Over a period of 15 years, the South Korean government has invested $178bn in a wide range of social benefits, such as paid leave, free health care, childcare, primary schools, tuition scholarships and other perks, including free iPhones, in a bid to raise birth rates in the country. The trouble is, none of this has made a difference. South Korea’s fertility rate today stands at 0.9, the world’s lowest.
Apart from continuing to increase the retirement age (Germany is considering ticking it up to 69 years), the only potential way out of this population slump for Europe, where retirees will outnumber workers by a factor of two and deaths will outpace births, is to rely on a steady flow of immigration, with most newcomers arriving from the one continent that still has a growing population: Africa.
To maintain its population at current levels, Europe needs to integrate between 2 million and 3 million immigrants each year. If it wasn’t for the high birth rates among its citizens of African descent and from overseas departments and territories, France would already be on par with its southern (Italy, Portugal and Spain) and eastern (Germany) neighbours, where the population is stagnating and will soon be decreasing.

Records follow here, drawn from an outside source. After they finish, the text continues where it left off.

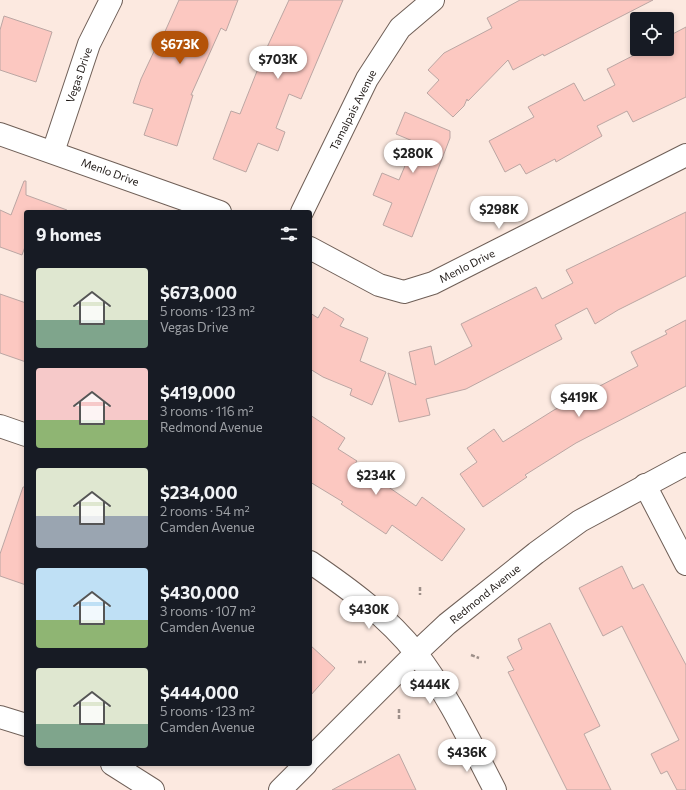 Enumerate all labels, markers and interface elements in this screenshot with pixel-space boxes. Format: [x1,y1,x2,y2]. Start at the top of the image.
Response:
map controls [630,12,674,56]
button: locate [630,12,674,56]
pin: $673K [152,31,208,65]
text: $673K [160,36,200,52]
street label: Vegas Drive [63,45,94,104]
pin: $703K [250,46,306,80]
text: $703K [258,51,298,67]
street label: Tamalpais Avenue [327,67,379,152]
pin: $280K [385,140,441,174]
text: $280K [393,145,433,161]
street label: Menlo Drive [79,155,141,188]
pin: $298K [471,196,527,230]
text: $298K [479,201,519,217]
icon: filters [278,223,300,245]
text: 9 homes [36,224,101,245]
street label: Menlo Drive [437,246,497,285]
text: $673,000 [160,282,237,303]
icon: home [68,284,116,332]
text: 5 rooms · 123 m² [160,303,255,319]
text: Vegas Drive [160,319,228,335]
text: $419,000 [160,382,236,403]
icon: home [68,384,116,432]
pin: $419K [551,384,607,418]
text: $419K [560,389,598,405]
text: 3 rooms · 116 m² [160,403,254,419]
text: Redmond Avenue [160,419,263,435]
pin: $234K [348,462,404,496]
text: $234K [356,467,396,483]
text: $234,000 [160,482,238,503]
icon: home [68,484,116,532]
text: 2 rooms · 54 m² [160,503,250,519]
text: Camden Avenue [160,519,255,535]
street label: Redmond Avenue [447,561,523,626]
text: $430,000 [160,582,239,603]
icon: home [68,584,116,632]
pin: $430K [341,596,397,630]
text: $430K [349,601,389,617]
text: 3 rooms · 107 m² [160,603,256,619]
text: Camden Avenue [160,619,255,635]
pin: $444K [402,671,458,705]
text: $444K [410,676,450,692]
text: $444,000 [160,682,239,703]
icon: home [68,684,116,732]
text: 5 rooms · 123 m² [160,703,255,719]
text: Camden Avenue [160,719,255,735]
pin: $436K [439,739,495,773]
text: $436K [447,744,487,760] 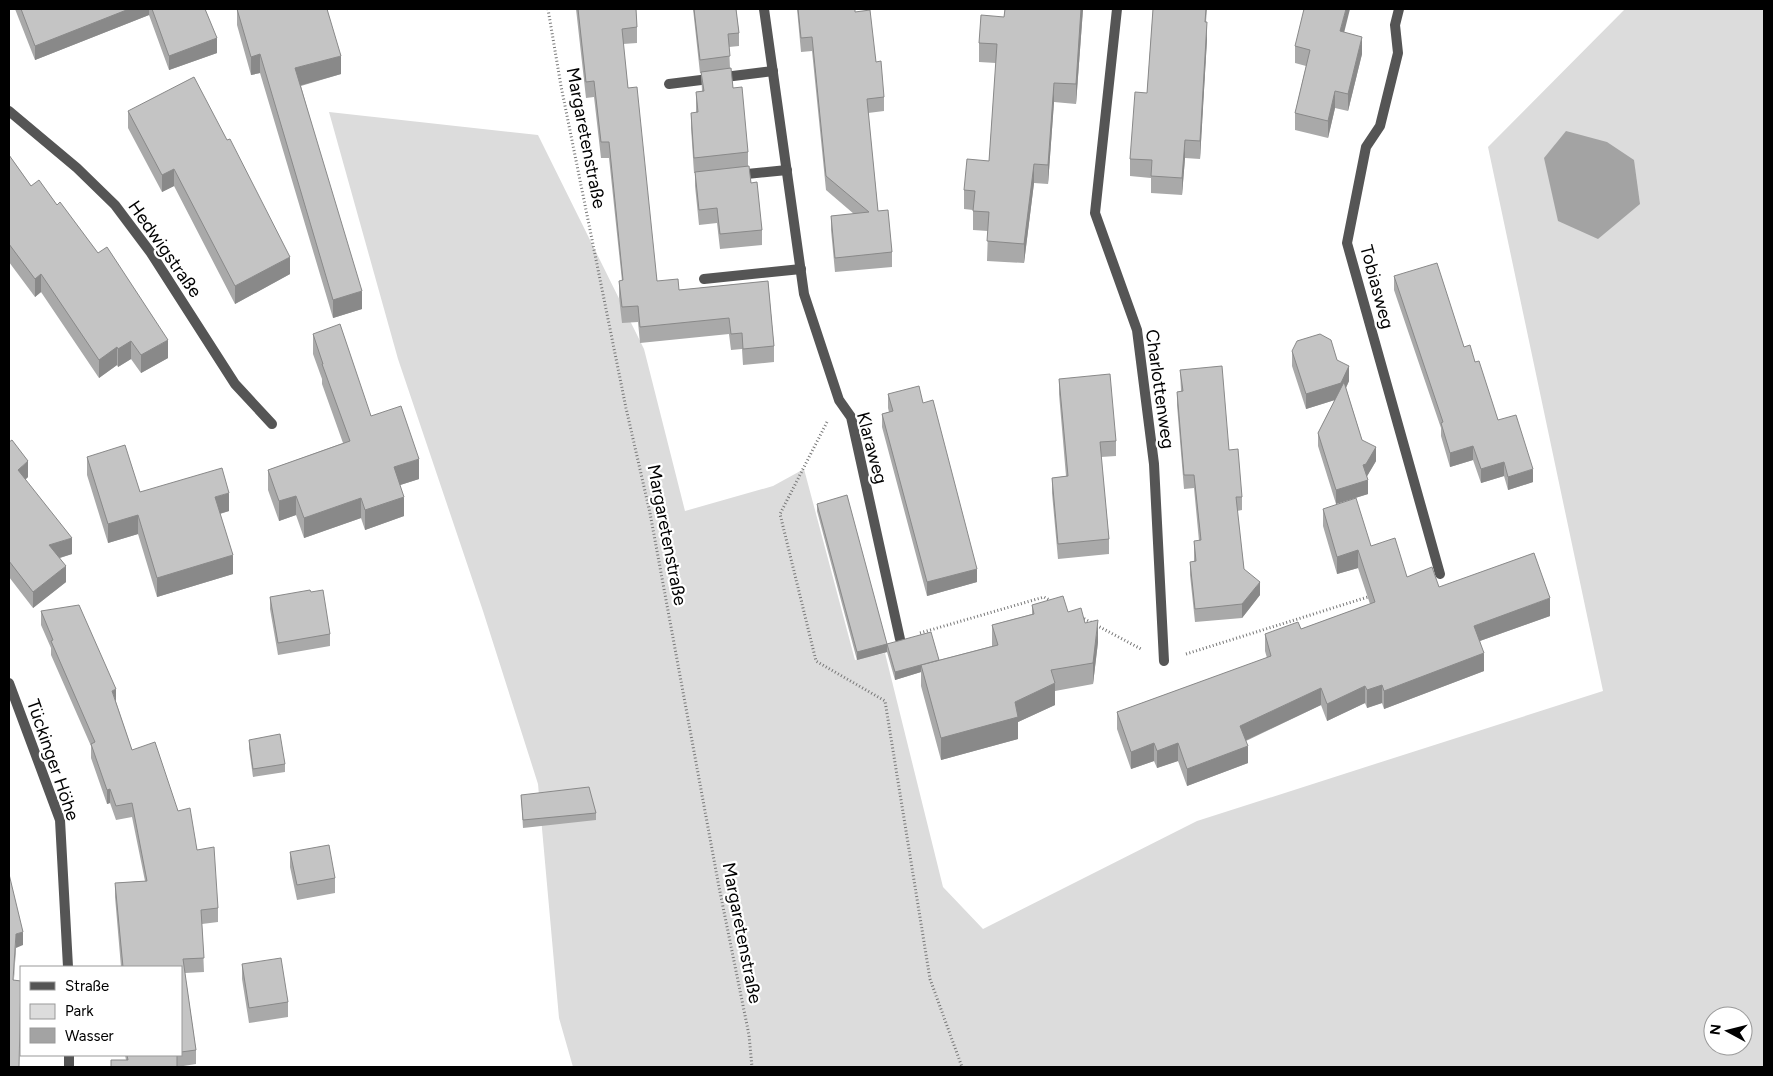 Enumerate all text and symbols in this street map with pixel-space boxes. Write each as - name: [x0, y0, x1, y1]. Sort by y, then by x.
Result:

The reality is that, in pure capitalist logic, European governments should be encouraging immigration, if not wooing migrants with cash bonuses, rather than creating myriad roadblocks to immigration.

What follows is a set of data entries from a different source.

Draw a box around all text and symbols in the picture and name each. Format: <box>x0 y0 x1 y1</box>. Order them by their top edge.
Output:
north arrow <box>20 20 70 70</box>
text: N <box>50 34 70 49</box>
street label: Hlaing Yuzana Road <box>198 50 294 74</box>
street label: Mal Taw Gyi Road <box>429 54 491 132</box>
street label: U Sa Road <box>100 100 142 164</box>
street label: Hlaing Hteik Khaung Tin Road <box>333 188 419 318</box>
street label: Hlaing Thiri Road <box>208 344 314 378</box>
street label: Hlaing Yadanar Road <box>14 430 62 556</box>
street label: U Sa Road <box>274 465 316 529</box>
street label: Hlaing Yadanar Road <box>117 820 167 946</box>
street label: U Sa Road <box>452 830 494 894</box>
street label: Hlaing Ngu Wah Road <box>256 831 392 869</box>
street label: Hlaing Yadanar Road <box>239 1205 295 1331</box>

This couldn’t be truer now that the average level of qualification of prospective migrants in sub-Saharan Africa has risen over the last 15 years: many of them are educated and come from countries such as Côte d’Ivoire, Ghana and Nigeria, none of which belong to the group of states with the lowest average income per capita. This last finding raises a new problem, as it casts doubt on the commonly held view according to which development automatically leads to a decrease in the propensity to emigrate.
Does this mean that the so-called demographic dividend, to which in principle only Africa can lay claim by the end of this century, is an illusion? No, it doesn’t. But a number of prerequisites must be met in order to benefit from it.
The paradox that it is in sub-Saharan African countries, where life expectancy is the lowest in the world (61 years, compared to 72) and human development indicators are the lowest, that the greatest number of children born is not related to faith and confidence in the future that a decision to procreate often represents. In the poorest households, the need for security in old age – with young people expected to care for the elderly – and the economic contribution of child labour remain key factors driving high birth rates.
Higher standards of living, education levels and rates of urbanisation correlate with lower fertility rates. If Africa is to retain its dynamic, bold and creative citizenry – i.e., those most likely to venture down the risky path of emigration – and reap the rewards of its demographic dividend outside the realm of political discourse, then the continent must emphasise education, work training programmes and forward-thinking job creation policies as much as better family planning.
This is the price to pay to ensure Africa’s sustainable development and rightful standing in tomorrow’s world.
* Africa has the world’s widest age gap between its general population and its leaders, whose median age is 62 years. For example, Cameroonian President Paul Biya is 88, whereas the median age in his country is just 19 years. Nigeria’s Muhammadu Buhari is 78, compared to his nation’s median age of 18, while Uganda’s Yoweri Museveni is aged 76, well above the median age of 17 in the country.